- [WHAT THE TASK REQUIRES]
Look through the records and copy each line that has "frame" in it.

Dataset entries:

────────────────

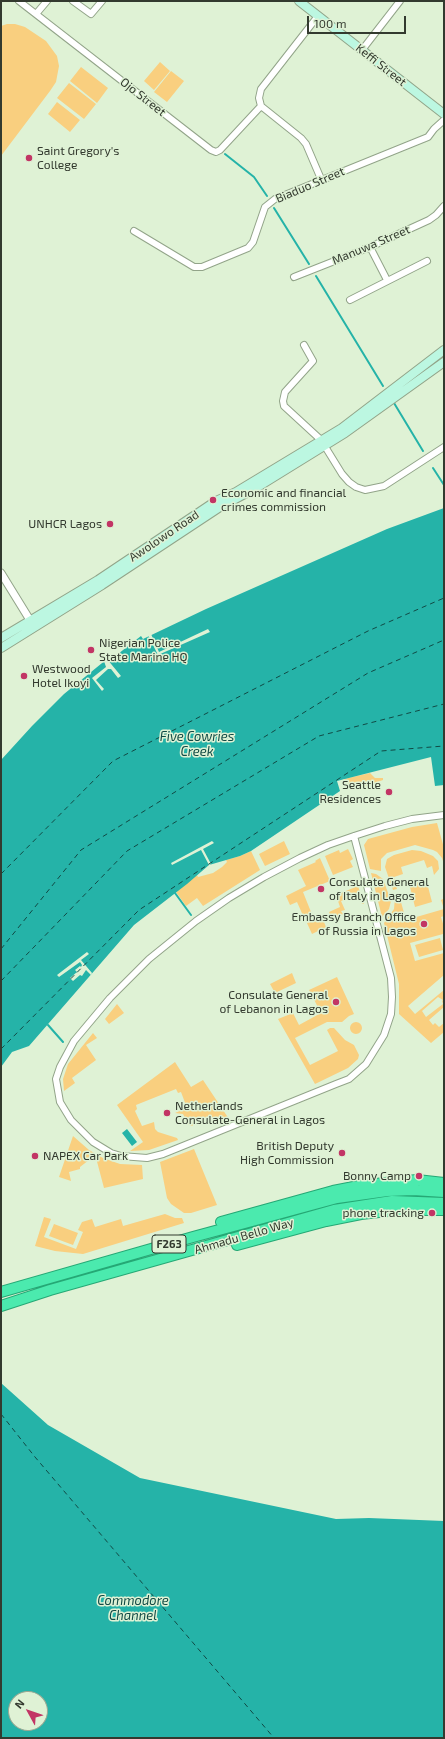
<!DOCTYPE html>
<html>
<head>
<meta charset="utf-8">
<style>
	body { margin:0 }
	#map { position:relative; width:445px; height:1739px; overflow:hidden; background:#dff2d5; font-family:"Exo 2",sans-serif }
	canvas { display:block }
	.frame { position:absolute; inset:0; border:2px solid #333a2f; pointer-events:none }
	.north { position:absolute; left:8px; top:1691px; width:40px; height:40px; box-sizing:border-box; background:#dff2d5; border:1px solid #9aa893; border-radius:50%; rotate:310deg; font-size:11px; font-weight:700; line-height:16px; text-align:center; color:#333a2f }
	.north::after { content:''; display:block; margin:auto; width:14px; height:18px; background:#c23565; clip-path:polygon(50% 0,100% 100%,50% 72%,0 100%) }
	.scale { position:absolute; left:307px; top:16px; width:99px; height:18px; box-sizing:border-box; border:2px solid #333a2f; border-top:0; padding-left:5px; font-size:12px; line-height:14px; white-space:nowrap; color:#333a2f; -webkit-text-stroke:3px #dff2d5; paint-order:stroke }
</style>
</head>
<body>
<div id="map">
<canvas width="445" height="1739"></canvas>
<div class="frame"></div>
<div class="north">N</div>
<div class="scale">100 m</div>
</div>
<script>
const ctx = document.querySelector('canvas').getContext('2d');
ctx.lineJoin = 'round';
function paint(path, color) { ctx.fillStyle = color; ctx.fill(path, 'evenodd'); }
const shape = rows => new Path2D(rows.map(r => 'M' + r).join(''));
function stroke(path, color, width, dash) { ctx.strokeStyle = color; ctx.lineWidth = width; ctx.lineCap = dash ? 'butt' : 'round'; ctx.setLineDash(dash || []); ctx.stroke(path); }
function write(font, color, halo, rows, align = 'center') {
  ctx.font = font + ' "Exo 2",sans-serif'; ctx.lineWidth = 3; ctx.setLineDash([]); ctx.textBaseline = 'middle'; ctx.strokeStyle = halo; ctx.fillStyle = color; for (const [text, x, y, turn = 0] of rows) {
    ctx.save(); ctx.translate(x, y); ctx.rotate((+turn || 0) * Math.PI / 180); ctx.textAlign = isNaN(turn) ? turn : align; if (halo) ctx.strokeText(text, 0, 0); ctx.fillText(text, 0, 0); ctx.restore();
  }
}
const green = shape([
	[7,24,15,24,25,27,46,41,57,56,59,66,56,82,50,91,1,156,1,26],
	[160,62,170,71,154,90,144,81],
	[81,67,108,88,97,103,70,81],
	[171,71,184,81,167,102,154,92],
	[69,83,96,104,84,119,57,98],
	[57,102,80,120,70,132,48,114],
	[370,773,375,778,383,778,383,780,357,789,348,787,344,779],
	[437,823,444,848,444,864,442,858,437,852,433,850,415,845,387,853,381,859,381,871,370,869,364,845,368,839,412,827],
	[284,841,290,854,265,866,259,854],
	[348,849,353,859,350,861,353,867,333,875,325,856,339,850,340,853],
	[412,850,421,851,433,856,438,861,439,869,434,875,432,866,427,868,424,860,401,867,403,874,394,877,397,889,393,890,385,867,387,859,394,855],
	[251,851,260,870,203,906,197,898,186,906,176,892,197,875,198,877,213,873,222,867,227,862,226,860,240,856],
	[320,858,330,881,303,892,313,917,305,920,297,902,290,905,286,896,306,886,298,870,316,862,315,861],
	[371,873,376,874,383,879,391,901,389,909,382,917],
	[426,879,432,902,415,907,409,883],
	[358,886,364,904,362,904,358,896,341,901,345,910,341,911,343,914,332,919,329,912,340,907,336,895],
	[399,895,406,920,444,909,441,900,443,899,444,901,444,916,441,917,444,927,444,937,443,934,410,943,415,961,444,953,444,975,408,1006,415,1014,444,990,444,1007,429,1020,433,1025,435,1023,439,1027,444,1023,444,1032,431,1043,399,1014,399,984,384,923,394,909,395,897],
	[438,997,443,1000,442,1001,443,1004,426,1017,422,1011],
	[322,917,326,927,312,934,307,923],
	[440,938,443,950,419,957,415,945],
	[292,973,296,983,275,993,270,984],
	[337,977,354,1014,349,1016,342,1022,327,1022,295,1038,310,1065,338,1051,327,1030,330,1028,334,1028,345,1040,354,1045,359,1055,358,1059,348,1068,315,1084,278,1019,293,1013,299,1025,321,1013,309,990],
	[117,1004,124,1013,109,1024,105,1019],
	'350 1028a6 6 0 1 1 12 0a6 6 0 1 1-12 0Z',
	[93,1033,97,1038,86,1045,96,1060,72,1078,75,1083,64,1091,63,1079,68,1064],
	[175,1062,191,1087,203,1080,229,1119,221,1123,219,1118,215,1119,214,1117,202,1123,197,1122,192,1126,185,1123,186,1120,183,1114,175,1113,187,1108,181,1092,178,1093,176,1089,136,1105,137,1109,135,1111,142,1126,154,1122,155,1129,158,1132,177,1138,178,1140,149,1150,130,1151,143,1142,117,1105],
	[73,1136,89,1150,103,1158,120,1164,142,1165,143,1179,104,1188,95,1154,91,1155,91,1157,89,1158,89,1160,80,1167,80,1169,69,1172,71,1181,59,1177],
	[194,1149,217,1205,191,1213,184,1213,171,1204,167,1198,160,1162],
	[165,1214,175,1218,182,1218,184,1223,83,1254,55,1251,35,1246,44,1217,51,1219,44,1237,76,1249,83,1232,78,1230,82,1222,92,1219,95,1227,121,1219,123,1226],
	[54,1224,78,1233,73,1245,49,1236]
]);
const water = shape([
	[444,508,444,785,435,786,431,757,337,781,340,791,251,851,240,856,209,865,187,884,134,925,29,1046,12,1052,1,1067,1,760,32,726,64,694,107,659,109,661,141,636,143,639,206,609,387,529],
	[127,1129,137,1142,132,1146,122,1133],
	[1,1383,48,1425,140,1478,336,1519,369,1518,444,1521,444,1738,1,1738],
	[16,1699,40,1699,40,1723,16,1723]
]);
const pier = shape([
	[208,629,210,632,158,655,148,635,151,634,159,652],
	[107,659,121,676,118,678,111,669,108,669,96,680,104,689,102,691,92,678,106,667,104,661],
	[212,841,214,843,203,849,211,864,209,865,201,850,172,865,171,863],
	[87,952,89,954,81,960,92,973,91,975,86,970,82,976,80,975,73,981,70,978,77,972,75,970,80,966,81,967,82,965,80,962,59,977,57,975]
]);
const stream = shape([
	[225,154,254,177,267,196],
	[274,208,309,264],
	[316,276,383,386],
	[394,403,423,451],
	[433,468,444,485],
	[175,893,191,915],
	[48,1025,63,1042]
]);
const ferry = shape([
	[1,874,113,761,368,631,444,598],
	[1,949,81,850,368,673,444,640],
	[1,981,127,851,319,736,444,704],
	[1,1049,139,910,381,751,444,746],
	[1,1414,35,1457,274,1738]
]);
const minor = shape([
	[19,1,211,150,216,152,220,150,261,106],
	[73,1,91,14,102,1],
	[36,14,47,1],
	[318,16,261,89,259,98,261,106,301,138,306,144,321,179],
	[362,50,400,1],
	[134,231,194,267,202,267,248,248,253,242,265,207,275,199,428,137,434,129,444,120],
	[370,247,387,280],
	[294,277,370,247,429,220,436,215,444,206],
	[350,300,427,261],
	[304,345,313,361,285,392,283,401,284,406,321,440,342,474,349,482,356,487,365,490,384,486,444,447],
	[354,836,391,978,392,997,391,1014,384,1035,366,1064,349,1079,336,1084,163,1154,147,1158,121,1156,111,1153,93,1142,71,1120,60,1102,56,1079,60,1067,74,1041,110,998,149,959,196,921,229,898,264,877,300,858,328,845,354,836,385,826,412,819,444,815]
]);
const tertiary = shape([
	[1,573,33,625]
]);
const secondary = shape([
	[299,1,444,114],
	[1,638,98,580,216,501,236,492,342,428,444,350],
	[1,648,102,585,220,507,256,488,345,433,444,362]
]);
const trunk = shape([
	[221,1222,333,1191,364,1185,417,1180,444,1183],
	[237,1245,326,1221,361,1214,397,1210,444,1210],
	[1,1292,193,1237,337,1198,387,1191,413,1190,444,1192],
	[1,1306,50,1290,334,1210,392,1201,444,1203]
]);
const markers = [
	[29,158,4,"#c23565"],
	[213,500,4,"#c23565"],
	[110,524,4,"#c23565"],
	[91,650,4,"#c23565"],
	[24,676,4,"#c23565"],
	[389,792,4,"#c23565"],
	[321,889,4,"#c23565"],
	[424,924,4,"#c23565"],
	[336,1002,4,"#c23565"],
	[167,1113,4,"#c23565"],
	[342,1153,4,"#c23565"],
	[35,1156,4,"#c23565"],
	[419,1176,4,"#c23565"],
	[432,1213,4,"#c23565"]
];
const shields = [
	[169,1244,34]
];
const shieldNames = [
	["F263",169,1244]
];
const streetNames = [
	["Keffi Street",381,65,38],
	["Ojo Street",143,97,38],
	["Biaduo Street",310,185,-23],
	["Manuwa Street",371,245,-23],
	["Awolowo Road",164,536,-34],
	["Ahmadu Bello Way",244,1236,-16]
];
const poiNames = [
	["Saint Gregory's",37,151],
	["College",37,165],
	["Economic and financial",221,493],
	["crimes commission",221,507],
	["UNHCR Lagos",102,524,"right"],
	["Nigerian Police",99,643],
	["State Marine HQ",99,657],
	["Westwood",32,669],
	["Hotel Ikoyi",32,683],
	["Seattle",381,785,"right"],
	["Residences",381,799,"right"],
	["Consulate General",329,882],
	["of Italy in Lagos",329,896],
	["Embassy Branch Office",416,917,"right"],
	["of Russia in Lagos",416,931,"right"],
	["Consulate General",328,995,"right"],
	["of Lebanon in Lagos",328,1009,"right"],
	["Netherlands",175,1106],
	["Consulate-General in Lagos",175,1120],
	["British Deputy",334,1146,"right"],
	["High Commission",334,1160,"right"],
	["NAPEX Car Park",43,1156],
	["Bonny Camp",411,1176,"right"],
	["phone tracking",424,1213,"right"]
];
const waterNames = [
	["Five Cowries",197,737],
	["Creek",197,752],
	["Commodore",133,1601],
	["Channel",133,1616]
];
paint(green, '#f9cf7f');
paint(water, '#25b3a8');
paint(pier, '#dff2d5');
stroke(stream, '#25b3a8', 2);
stroke(ferry, '#114a45', 1, [5, 4]);
stroke(minor, '#92a489', 8);
stroke(tertiary, '#92a489', 9);
stroke(secondary, '#92a489', 10);
stroke(trunk, '#25a875', 12);
stroke(minor, '#fff', 6);
stroke(tertiary, '#fff', 7);
stroke(secondary, '#bcf7e1', 8);
stroke(trunk, '#4beaae', 10);
for (const [x, y, r, color] of markers) { const dot = new Path2D(); dot.arc(x, y, r, 0, 2 * Math.PI); ctx.fillStyle = color; ctx.fill(dot); stroke(dot, '#dff2d5', 1.5); }
for (const [x, y, w] of shields) { const box = new Path2D(); box.roundRect(x - w / 2, y - 9, w, 18, 3); ctx.fillStyle = '#dff2d5'; ctx.fill(box); stroke(box, '#333a2f', 1); }
write('bold 11px', '#333a2f', null, shieldNames);
write('12px', '#333a2f', '#dff2d5', streetNames);
write('12px', '#333a2f', '#dff2d5', poiNames, 'left');
write('italic 13px', '#114a45', '#dff2d5', waterNames);
</script>
</body>
</html>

────────────────

- [EXERCISE RESULT]
	.frame { position:absolute; inset:0; border:2px solid #333a2f; pointer-events:none }
<div class="frame"></div>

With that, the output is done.